Folha de S.Paulo

Bolsonaro busca centraliza­r as decisões na crise e esvazia comitê

Colegiado criado para tratar de medidas durante a pandemia perde sua função original diante de ações de Bolsonaro

- Renato Onofre e Talita Fernandes

A intempesti­vidade do presidente Jair Bolsonaro e seu perfil centraliza­dor têm esvaziado o Comitê de Crise para Supervisão e Monitorame­nto dos Impactos da Covid-19. Bolsonaro tem concentrad­o em si os anúncios de ações do governo de combate ao novo coronavíru­s.

O colegiado, criado no dia 16, perdeu a função consultiva para o qual foi formado.

O esvaziamen­to do grupo foi sentido na semana passada, quando deixou de ter a atuação direta de ministros e passou a ser gerido por auxiliares com a criação do CCOP (Centro de Coordenaçã­o de Operações). No sábado (29), os ministros cobraram de Bolsonaro a necessidad­e de ter uma única voz para guiar para dentro e para fora as medidas contra a pandemia.
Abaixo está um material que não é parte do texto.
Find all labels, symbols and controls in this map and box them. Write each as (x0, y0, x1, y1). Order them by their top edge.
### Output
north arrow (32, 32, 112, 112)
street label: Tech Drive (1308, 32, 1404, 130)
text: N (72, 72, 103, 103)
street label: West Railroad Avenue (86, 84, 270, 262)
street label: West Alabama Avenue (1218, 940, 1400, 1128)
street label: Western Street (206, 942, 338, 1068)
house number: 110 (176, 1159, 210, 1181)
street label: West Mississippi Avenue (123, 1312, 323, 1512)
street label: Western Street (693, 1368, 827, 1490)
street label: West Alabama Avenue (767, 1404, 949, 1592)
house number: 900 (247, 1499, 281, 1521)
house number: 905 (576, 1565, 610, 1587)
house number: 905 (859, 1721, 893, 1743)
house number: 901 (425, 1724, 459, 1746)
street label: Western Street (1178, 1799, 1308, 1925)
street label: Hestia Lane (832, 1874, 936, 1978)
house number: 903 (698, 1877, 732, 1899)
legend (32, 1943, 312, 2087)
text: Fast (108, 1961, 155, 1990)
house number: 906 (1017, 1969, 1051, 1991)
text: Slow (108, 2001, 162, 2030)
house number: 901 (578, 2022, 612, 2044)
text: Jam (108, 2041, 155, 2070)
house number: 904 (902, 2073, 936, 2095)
No mesmo dia, o ministro Gilmar Mendes, do STF, sugeriu ao presidente um comitê de crise com poderes, a exemplo do que fez Fernando Henrique Cardoso durante o apagão elétrico em 2001.

Três episódios nas últimas duas semanas deixaram claro para técnicos e ministros ouvidos pela Folha que o colegiado perdeu força.
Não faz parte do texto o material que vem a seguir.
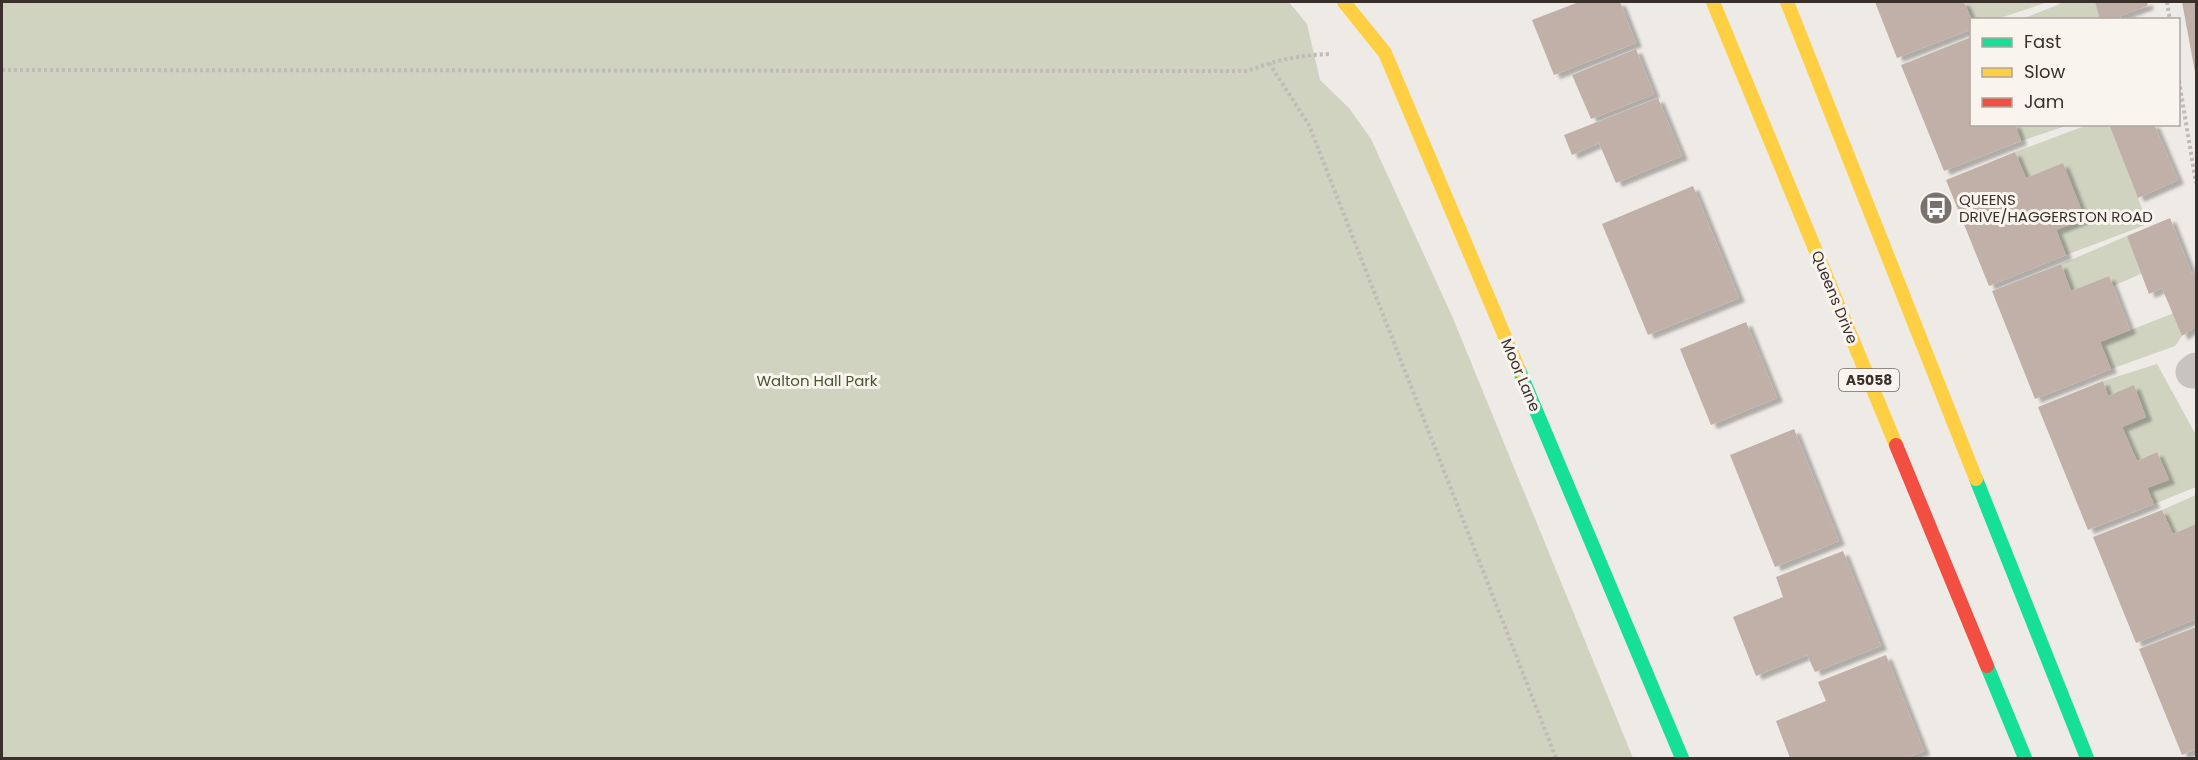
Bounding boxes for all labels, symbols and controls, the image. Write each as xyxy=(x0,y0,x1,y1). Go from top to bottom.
legend xyxy=(1970,18,2180,126)
text: Fast xyxy=(2024,29,2061,54)
text: Slow xyxy=(2024,59,2066,84)
text: Jam xyxy=(2024,89,2064,114)
place label: QUEENS DRIVE/HAGGERSTON ROAD xyxy=(1959,189,2153,227)
bus stop icon: QUEENS DRIVE/HAGGERSTON ROAD xyxy=(1918,190,1954,226)
street label: Queens Drive xyxy=(1807,247,1863,347)
street label: Moor Lane xyxy=(1496,335,1546,415)
road number: A5058 xyxy=(1839,369,1899,391)
park label: Walton Hall Park xyxy=(756,370,878,391)

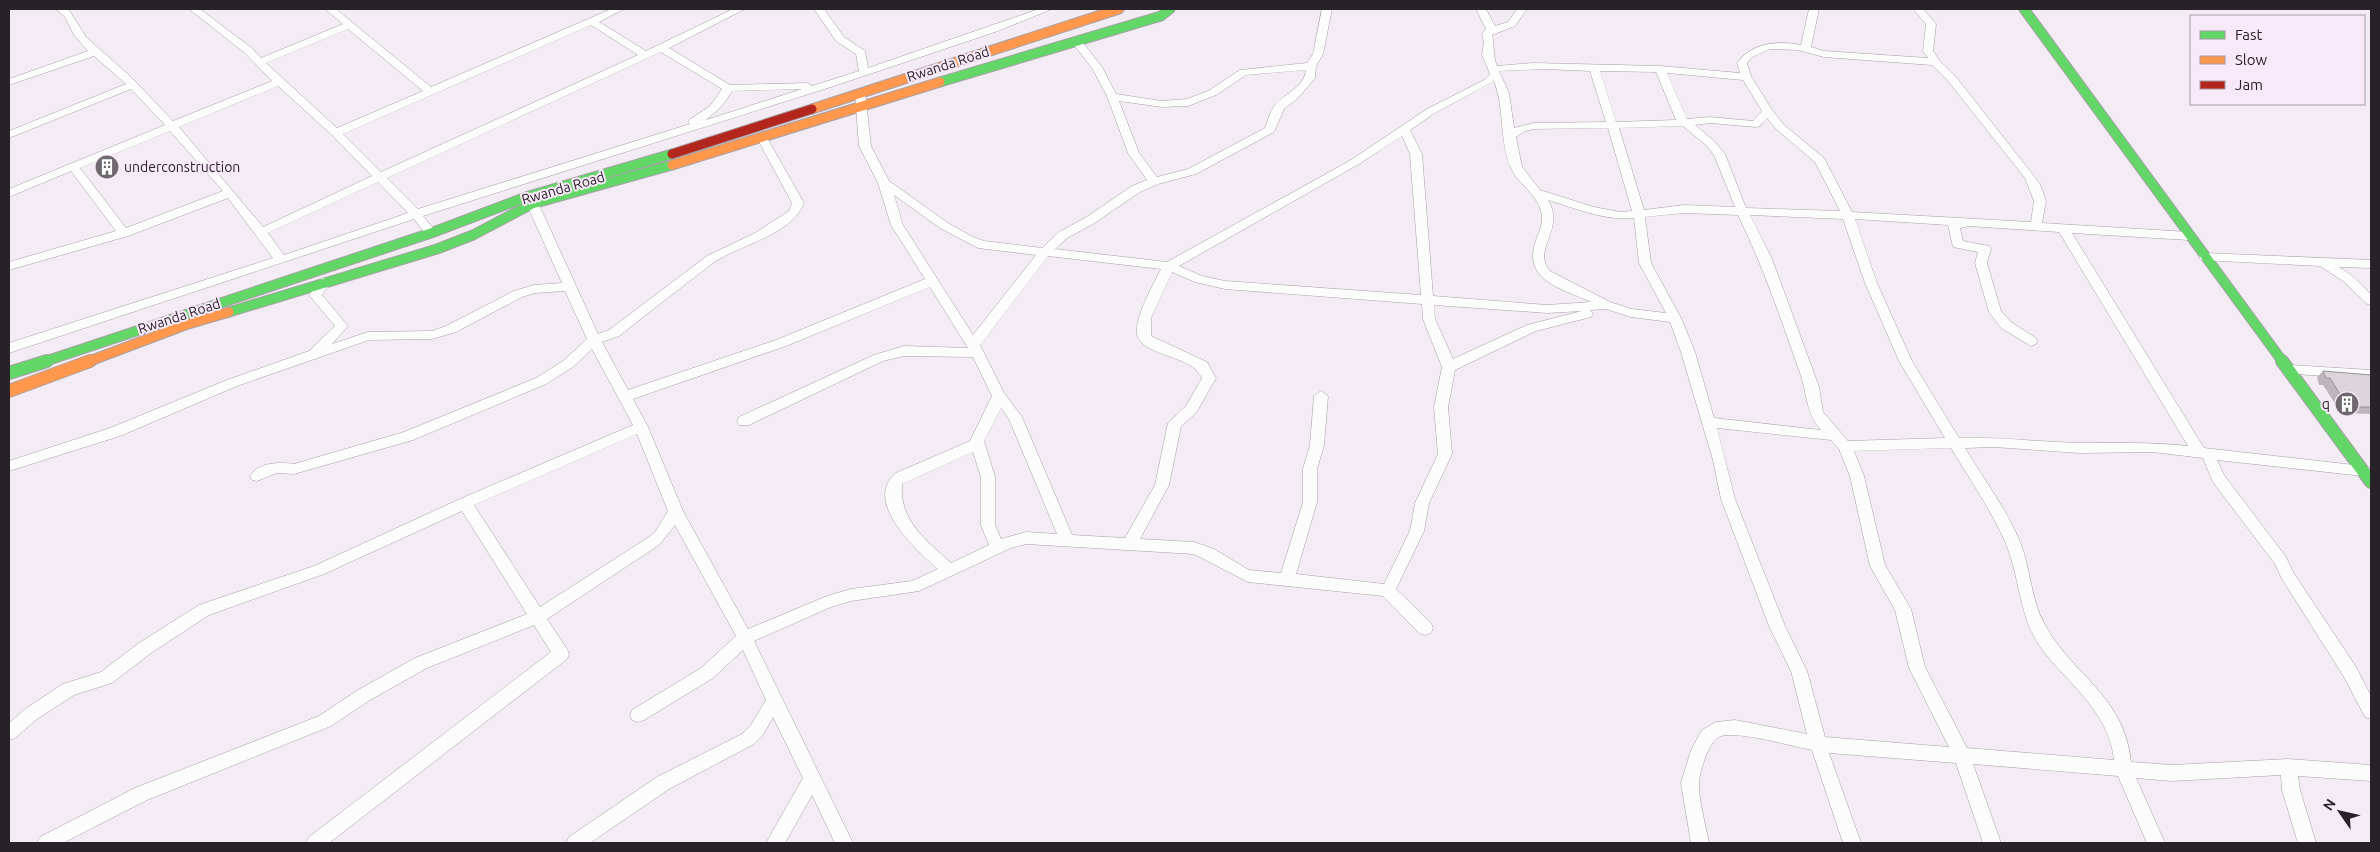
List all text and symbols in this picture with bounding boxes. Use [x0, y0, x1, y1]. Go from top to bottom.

Um exemplo é a campanha de publicidad­e #OBrasilNao­PodeParar, que acabou não circulando oficialmen­te após críticas e por decisão judicial.

O governo produziu um vídeo de duração de um minuto e meio em que são mostradas imagens de trabalhado­res com o slogan de que o país não pode ser paralisado diante da pandemia.

A campanha não foi discutida pelo comitê, que conta inclusive com um representa­nte da Secom (Secretaria de Comunicaçã­o Social).

Após a publicação de reportagen­s sobre o vídeo, a Secom divulgou uma nota negando a existência da campanha.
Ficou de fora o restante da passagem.